> **DATASET EXCERPTS**:
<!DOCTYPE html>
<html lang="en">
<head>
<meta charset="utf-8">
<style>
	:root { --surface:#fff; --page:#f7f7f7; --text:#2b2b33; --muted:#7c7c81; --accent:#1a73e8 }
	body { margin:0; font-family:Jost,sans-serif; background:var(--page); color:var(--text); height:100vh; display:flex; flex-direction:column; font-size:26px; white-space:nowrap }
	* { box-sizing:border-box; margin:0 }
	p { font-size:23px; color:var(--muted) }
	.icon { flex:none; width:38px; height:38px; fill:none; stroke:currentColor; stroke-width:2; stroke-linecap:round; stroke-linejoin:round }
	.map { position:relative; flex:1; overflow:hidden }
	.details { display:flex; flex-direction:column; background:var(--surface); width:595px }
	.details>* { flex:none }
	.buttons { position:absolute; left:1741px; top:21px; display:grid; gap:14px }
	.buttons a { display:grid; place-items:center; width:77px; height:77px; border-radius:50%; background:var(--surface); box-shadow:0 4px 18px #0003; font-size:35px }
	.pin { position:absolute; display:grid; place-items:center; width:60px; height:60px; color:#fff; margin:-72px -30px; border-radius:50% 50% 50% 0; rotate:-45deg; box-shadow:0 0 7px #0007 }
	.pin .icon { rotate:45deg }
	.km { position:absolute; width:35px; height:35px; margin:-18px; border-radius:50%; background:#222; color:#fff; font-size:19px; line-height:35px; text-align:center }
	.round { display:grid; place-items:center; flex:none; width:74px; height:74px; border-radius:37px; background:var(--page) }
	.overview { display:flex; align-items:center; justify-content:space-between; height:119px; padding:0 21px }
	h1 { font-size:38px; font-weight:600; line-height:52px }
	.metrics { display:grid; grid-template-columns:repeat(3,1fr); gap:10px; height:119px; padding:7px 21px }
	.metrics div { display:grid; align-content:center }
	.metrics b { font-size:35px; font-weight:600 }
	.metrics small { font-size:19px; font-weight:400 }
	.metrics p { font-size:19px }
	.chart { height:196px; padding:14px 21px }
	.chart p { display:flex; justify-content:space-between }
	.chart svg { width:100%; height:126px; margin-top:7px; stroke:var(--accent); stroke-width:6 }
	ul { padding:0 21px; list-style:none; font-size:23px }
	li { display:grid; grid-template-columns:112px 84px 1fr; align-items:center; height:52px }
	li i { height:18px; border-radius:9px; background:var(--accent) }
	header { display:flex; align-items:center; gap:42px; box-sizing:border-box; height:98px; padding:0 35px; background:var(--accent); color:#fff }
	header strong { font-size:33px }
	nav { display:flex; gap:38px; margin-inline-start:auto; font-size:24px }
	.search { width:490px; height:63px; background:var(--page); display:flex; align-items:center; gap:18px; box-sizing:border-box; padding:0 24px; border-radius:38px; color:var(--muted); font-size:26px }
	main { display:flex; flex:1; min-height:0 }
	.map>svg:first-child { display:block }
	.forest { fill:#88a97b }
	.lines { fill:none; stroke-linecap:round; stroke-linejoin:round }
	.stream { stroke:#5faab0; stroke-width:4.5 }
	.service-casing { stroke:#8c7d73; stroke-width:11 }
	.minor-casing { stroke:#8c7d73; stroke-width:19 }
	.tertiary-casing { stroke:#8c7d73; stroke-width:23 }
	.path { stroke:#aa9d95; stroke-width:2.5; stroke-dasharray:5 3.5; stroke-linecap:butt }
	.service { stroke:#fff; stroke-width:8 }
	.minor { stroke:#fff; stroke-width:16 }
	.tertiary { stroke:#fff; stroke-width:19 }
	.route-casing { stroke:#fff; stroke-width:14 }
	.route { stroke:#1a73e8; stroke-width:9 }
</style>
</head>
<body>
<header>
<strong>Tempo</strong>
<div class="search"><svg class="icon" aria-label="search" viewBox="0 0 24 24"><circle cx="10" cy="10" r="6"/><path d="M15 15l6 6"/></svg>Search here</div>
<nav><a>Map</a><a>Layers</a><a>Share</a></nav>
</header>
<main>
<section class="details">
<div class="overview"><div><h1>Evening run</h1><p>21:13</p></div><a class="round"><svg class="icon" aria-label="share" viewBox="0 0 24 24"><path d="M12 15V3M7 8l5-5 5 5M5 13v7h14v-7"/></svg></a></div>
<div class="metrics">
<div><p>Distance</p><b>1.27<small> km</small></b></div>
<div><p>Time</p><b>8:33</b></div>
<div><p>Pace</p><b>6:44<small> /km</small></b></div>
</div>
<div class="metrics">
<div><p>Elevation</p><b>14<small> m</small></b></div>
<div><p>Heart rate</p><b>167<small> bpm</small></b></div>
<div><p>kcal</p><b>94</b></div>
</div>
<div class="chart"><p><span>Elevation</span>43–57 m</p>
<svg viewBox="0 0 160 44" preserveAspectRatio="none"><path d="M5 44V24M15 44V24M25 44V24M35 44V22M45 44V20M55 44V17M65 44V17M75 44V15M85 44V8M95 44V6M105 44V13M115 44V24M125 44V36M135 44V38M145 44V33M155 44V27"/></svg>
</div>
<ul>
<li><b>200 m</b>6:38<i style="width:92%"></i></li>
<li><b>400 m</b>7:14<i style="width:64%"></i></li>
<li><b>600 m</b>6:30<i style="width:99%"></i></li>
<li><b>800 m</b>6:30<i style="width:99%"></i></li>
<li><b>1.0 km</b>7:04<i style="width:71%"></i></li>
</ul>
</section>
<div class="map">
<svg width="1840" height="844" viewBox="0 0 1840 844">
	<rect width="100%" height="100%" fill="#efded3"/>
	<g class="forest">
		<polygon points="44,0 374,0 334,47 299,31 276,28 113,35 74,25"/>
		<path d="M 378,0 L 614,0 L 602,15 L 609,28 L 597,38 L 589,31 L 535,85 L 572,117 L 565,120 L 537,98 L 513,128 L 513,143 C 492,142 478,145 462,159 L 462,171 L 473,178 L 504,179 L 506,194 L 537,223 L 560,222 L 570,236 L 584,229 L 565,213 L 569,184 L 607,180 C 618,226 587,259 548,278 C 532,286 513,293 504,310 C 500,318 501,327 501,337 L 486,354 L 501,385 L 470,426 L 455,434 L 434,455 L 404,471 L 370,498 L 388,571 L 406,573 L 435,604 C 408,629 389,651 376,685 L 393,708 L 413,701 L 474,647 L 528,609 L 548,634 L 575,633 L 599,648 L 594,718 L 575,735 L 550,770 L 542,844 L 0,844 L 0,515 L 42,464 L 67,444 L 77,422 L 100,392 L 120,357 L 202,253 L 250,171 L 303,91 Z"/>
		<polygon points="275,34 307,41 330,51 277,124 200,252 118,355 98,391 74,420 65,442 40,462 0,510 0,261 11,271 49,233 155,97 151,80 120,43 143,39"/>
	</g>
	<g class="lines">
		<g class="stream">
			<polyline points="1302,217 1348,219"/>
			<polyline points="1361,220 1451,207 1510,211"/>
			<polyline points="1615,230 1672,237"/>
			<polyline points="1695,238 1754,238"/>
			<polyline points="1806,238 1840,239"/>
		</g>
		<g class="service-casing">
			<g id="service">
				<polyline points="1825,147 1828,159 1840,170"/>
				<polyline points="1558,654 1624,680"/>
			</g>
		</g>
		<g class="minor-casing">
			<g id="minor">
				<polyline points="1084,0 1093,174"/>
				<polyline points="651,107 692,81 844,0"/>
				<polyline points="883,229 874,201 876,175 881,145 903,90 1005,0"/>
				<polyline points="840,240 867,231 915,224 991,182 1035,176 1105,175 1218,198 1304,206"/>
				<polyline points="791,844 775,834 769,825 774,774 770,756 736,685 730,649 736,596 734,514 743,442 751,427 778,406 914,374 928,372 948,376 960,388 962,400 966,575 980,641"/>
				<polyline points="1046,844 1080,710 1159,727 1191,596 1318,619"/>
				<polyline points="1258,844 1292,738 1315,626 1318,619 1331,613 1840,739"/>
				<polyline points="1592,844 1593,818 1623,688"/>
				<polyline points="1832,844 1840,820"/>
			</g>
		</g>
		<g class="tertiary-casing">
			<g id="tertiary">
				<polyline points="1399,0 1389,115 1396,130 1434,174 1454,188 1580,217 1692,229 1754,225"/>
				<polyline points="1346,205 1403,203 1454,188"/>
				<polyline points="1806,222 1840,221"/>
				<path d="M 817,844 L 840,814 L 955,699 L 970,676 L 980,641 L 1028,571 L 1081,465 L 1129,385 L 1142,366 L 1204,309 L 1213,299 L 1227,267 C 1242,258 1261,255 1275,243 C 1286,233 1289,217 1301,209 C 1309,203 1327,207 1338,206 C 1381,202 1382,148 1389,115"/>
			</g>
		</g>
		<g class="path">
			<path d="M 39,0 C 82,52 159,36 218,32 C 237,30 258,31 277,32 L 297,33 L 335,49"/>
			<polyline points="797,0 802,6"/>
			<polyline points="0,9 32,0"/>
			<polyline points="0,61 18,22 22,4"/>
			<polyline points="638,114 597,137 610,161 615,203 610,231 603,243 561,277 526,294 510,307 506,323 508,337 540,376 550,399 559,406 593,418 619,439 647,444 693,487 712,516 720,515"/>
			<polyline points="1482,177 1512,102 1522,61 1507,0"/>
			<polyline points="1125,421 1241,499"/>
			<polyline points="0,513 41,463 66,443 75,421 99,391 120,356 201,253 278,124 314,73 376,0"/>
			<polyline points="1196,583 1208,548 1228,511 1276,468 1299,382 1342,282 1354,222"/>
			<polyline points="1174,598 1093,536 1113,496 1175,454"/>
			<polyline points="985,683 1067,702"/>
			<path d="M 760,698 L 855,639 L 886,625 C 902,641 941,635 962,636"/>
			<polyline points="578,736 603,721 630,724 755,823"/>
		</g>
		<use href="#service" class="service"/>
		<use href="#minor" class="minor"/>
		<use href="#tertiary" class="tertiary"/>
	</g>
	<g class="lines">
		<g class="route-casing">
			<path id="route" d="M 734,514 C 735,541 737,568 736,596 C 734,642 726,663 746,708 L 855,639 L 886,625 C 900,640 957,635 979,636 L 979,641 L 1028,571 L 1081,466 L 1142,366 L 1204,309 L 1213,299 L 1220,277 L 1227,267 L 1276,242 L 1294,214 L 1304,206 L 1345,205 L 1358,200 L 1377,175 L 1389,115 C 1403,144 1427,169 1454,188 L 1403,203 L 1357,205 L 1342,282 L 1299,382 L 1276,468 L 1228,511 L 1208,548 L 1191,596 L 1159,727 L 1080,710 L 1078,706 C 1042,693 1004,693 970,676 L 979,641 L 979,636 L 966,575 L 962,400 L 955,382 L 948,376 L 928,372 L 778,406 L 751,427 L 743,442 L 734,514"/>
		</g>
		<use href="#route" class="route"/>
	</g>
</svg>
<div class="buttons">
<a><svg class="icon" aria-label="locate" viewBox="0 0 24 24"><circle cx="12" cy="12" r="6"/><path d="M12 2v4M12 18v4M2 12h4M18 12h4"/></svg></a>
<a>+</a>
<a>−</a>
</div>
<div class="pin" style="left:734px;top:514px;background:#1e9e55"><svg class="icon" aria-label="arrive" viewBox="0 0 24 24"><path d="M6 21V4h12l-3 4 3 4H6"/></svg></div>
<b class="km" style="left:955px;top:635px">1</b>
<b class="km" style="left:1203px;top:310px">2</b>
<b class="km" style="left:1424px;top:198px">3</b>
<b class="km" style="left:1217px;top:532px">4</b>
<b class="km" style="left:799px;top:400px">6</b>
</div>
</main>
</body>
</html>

> **ASSIGNMENT**: In the listing above, please copy exactly the lines from the first through the one that contains "position:relative; flex:1; overflow:hidden", and no others.

> **EXERCISE RESULT**:
<!DOCTYPE html>
<html lang="en">
<head>
<meta charset="utf-8">
<style>
	:root { --surface:#fff; --page:#f7f7f7; --text:#2b2b33; --muted:#7c7c81; --accent:#1a73e8 }
	body { margin:0; font-family:Jost,sans-serif; background:var(--page); color:var(--text); height:100vh; display:flex; flex-direction:column; font-size:26px; white-space:nowrap }
	* { box-sizing:border-box; margin:0 }
	p { font-size:23px; color:var(--muted) }
	.icon { flex:none; width:38px; height:38px; fill:none; stroke:currentColor; stroke-width:2; stroke-linecap:round; stroke-linejoin:round }
	.map { position:relative; flex:1; overflow:hidden }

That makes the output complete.